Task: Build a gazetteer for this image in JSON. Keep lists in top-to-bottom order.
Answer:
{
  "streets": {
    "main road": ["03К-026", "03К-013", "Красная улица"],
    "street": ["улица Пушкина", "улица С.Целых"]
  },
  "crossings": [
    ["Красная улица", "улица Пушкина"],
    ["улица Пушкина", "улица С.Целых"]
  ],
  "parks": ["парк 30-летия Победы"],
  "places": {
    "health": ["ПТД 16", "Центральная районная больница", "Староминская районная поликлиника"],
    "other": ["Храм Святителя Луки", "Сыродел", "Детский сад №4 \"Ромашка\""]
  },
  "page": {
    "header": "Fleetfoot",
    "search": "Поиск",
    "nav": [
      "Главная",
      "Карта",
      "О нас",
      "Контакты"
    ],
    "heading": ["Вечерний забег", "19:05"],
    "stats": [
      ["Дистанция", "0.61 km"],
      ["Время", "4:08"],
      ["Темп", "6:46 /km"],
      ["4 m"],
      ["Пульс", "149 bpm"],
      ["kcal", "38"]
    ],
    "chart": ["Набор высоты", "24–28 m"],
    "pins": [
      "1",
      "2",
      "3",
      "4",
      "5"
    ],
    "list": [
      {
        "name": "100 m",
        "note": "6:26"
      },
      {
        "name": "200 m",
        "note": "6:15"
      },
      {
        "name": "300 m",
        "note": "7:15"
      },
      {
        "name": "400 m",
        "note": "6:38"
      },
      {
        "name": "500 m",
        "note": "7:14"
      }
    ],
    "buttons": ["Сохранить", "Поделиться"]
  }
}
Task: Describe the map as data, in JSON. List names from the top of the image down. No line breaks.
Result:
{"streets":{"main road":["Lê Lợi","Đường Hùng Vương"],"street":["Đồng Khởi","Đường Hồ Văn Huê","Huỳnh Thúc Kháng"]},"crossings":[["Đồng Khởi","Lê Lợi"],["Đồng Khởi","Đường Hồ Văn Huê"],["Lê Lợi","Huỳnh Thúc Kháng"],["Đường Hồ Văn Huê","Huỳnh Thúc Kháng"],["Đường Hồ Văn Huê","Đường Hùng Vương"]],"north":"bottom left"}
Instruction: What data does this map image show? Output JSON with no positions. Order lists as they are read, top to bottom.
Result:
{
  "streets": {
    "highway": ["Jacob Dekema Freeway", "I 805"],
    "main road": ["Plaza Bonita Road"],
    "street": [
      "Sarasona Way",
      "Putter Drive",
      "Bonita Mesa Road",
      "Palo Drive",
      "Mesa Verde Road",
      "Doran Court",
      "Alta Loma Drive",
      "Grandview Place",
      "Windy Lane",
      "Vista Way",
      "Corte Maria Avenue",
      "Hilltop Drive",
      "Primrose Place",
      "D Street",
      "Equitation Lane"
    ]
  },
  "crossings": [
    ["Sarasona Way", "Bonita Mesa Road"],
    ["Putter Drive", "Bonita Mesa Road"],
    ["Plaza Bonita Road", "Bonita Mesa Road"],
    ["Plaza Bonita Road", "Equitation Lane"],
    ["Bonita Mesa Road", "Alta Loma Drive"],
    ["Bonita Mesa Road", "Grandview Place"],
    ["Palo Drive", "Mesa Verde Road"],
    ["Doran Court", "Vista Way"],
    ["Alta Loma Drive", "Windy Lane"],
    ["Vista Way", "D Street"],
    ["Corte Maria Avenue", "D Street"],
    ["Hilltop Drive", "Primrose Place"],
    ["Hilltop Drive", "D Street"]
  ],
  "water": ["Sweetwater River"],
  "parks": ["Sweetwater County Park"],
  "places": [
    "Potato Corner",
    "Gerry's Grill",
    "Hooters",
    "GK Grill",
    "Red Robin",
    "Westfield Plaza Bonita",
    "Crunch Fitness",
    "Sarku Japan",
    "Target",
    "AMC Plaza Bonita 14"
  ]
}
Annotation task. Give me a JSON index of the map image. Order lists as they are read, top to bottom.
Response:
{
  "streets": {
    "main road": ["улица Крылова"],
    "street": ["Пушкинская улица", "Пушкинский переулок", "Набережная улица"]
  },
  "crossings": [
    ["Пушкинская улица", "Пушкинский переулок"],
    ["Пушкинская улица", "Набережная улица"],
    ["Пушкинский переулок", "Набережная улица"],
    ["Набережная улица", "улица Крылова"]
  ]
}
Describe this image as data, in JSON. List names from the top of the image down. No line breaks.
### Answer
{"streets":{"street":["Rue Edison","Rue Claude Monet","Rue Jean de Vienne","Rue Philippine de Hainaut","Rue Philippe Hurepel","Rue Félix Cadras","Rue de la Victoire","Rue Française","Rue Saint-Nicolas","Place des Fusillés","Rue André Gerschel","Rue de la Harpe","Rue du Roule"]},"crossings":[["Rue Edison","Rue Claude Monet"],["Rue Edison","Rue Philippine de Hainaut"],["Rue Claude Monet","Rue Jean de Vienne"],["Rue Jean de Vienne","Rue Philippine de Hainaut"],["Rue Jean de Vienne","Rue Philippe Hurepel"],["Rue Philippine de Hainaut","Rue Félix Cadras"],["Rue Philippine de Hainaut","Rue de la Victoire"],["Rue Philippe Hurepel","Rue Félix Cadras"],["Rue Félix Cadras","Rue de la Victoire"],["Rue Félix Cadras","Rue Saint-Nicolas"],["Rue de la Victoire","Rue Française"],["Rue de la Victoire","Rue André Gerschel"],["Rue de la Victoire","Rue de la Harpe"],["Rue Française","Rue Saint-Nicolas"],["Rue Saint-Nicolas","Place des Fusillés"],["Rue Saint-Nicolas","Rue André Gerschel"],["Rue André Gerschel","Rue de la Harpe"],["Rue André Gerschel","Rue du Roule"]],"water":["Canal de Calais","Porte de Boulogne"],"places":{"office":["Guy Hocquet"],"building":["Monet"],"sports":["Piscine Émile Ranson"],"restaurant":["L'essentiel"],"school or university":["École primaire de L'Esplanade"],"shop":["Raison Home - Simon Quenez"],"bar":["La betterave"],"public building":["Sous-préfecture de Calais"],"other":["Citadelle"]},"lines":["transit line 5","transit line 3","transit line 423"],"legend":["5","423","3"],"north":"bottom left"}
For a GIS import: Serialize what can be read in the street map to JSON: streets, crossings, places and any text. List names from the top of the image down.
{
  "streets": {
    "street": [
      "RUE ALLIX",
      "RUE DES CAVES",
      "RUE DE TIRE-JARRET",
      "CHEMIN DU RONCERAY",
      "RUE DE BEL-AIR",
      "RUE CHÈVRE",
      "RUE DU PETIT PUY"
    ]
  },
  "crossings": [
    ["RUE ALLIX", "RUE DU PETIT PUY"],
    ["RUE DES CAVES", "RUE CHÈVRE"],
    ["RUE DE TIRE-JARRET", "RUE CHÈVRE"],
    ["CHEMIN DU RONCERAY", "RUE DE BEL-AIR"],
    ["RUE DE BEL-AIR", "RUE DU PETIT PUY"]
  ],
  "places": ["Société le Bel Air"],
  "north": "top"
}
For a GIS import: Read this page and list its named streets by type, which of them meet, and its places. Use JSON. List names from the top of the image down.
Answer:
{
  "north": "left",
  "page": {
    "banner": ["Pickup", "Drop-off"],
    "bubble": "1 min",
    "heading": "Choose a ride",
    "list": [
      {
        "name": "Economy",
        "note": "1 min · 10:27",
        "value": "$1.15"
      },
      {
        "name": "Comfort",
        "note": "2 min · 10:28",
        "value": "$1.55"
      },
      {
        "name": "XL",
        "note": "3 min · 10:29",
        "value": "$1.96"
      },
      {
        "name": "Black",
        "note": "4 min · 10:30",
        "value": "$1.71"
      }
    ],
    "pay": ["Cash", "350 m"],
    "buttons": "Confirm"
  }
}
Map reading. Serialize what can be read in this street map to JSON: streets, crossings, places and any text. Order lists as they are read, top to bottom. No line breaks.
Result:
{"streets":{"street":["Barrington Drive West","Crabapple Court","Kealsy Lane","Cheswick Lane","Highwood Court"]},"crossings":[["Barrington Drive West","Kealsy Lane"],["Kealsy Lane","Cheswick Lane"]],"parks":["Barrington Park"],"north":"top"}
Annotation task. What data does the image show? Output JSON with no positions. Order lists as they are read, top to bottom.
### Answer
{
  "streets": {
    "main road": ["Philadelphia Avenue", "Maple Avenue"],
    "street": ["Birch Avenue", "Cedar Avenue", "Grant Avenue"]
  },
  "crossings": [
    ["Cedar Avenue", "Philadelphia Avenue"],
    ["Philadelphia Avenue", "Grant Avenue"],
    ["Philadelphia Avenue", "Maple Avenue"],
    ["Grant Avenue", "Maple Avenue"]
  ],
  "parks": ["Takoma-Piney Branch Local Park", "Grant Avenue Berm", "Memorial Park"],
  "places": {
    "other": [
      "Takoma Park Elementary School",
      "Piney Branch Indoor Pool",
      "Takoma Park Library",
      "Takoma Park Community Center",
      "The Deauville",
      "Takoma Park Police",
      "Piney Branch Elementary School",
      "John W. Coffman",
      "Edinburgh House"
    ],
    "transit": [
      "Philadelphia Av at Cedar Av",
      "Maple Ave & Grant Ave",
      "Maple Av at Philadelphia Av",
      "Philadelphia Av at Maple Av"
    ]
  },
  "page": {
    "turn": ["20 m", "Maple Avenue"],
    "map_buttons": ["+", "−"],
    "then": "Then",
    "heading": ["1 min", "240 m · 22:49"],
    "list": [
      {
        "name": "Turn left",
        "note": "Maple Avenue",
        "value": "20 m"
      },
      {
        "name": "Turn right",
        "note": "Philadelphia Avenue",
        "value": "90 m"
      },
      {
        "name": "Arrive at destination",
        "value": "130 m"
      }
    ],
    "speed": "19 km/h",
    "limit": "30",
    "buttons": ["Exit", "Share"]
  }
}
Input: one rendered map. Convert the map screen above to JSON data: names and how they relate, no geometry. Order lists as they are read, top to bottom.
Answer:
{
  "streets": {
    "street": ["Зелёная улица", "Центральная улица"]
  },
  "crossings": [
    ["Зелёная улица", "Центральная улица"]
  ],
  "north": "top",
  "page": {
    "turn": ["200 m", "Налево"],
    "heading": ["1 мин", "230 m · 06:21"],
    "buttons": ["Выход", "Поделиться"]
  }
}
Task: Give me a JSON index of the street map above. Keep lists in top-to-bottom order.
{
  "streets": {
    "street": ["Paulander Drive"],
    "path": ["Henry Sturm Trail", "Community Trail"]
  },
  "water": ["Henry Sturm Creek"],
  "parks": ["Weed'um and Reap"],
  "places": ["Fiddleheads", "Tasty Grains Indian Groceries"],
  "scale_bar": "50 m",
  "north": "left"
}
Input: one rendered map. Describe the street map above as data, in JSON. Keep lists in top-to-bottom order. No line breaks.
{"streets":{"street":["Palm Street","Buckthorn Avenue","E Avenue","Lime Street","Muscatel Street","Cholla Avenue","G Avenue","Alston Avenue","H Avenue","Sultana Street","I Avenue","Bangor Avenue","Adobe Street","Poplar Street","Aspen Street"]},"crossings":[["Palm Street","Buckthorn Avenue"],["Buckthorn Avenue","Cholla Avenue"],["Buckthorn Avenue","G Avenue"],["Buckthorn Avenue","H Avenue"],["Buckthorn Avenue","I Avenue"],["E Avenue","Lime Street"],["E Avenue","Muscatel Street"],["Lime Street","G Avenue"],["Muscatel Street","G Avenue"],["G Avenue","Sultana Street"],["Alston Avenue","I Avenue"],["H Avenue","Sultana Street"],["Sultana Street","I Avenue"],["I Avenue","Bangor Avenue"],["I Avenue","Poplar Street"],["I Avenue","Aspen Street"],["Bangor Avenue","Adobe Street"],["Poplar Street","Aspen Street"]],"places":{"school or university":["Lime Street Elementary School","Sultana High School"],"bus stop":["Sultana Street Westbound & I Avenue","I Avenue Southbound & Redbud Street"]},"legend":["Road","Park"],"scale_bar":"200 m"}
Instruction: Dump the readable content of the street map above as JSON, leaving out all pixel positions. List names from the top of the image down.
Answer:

*-*-*

Looking at the data above, give the number of lines that include "does"; add nothing else.

2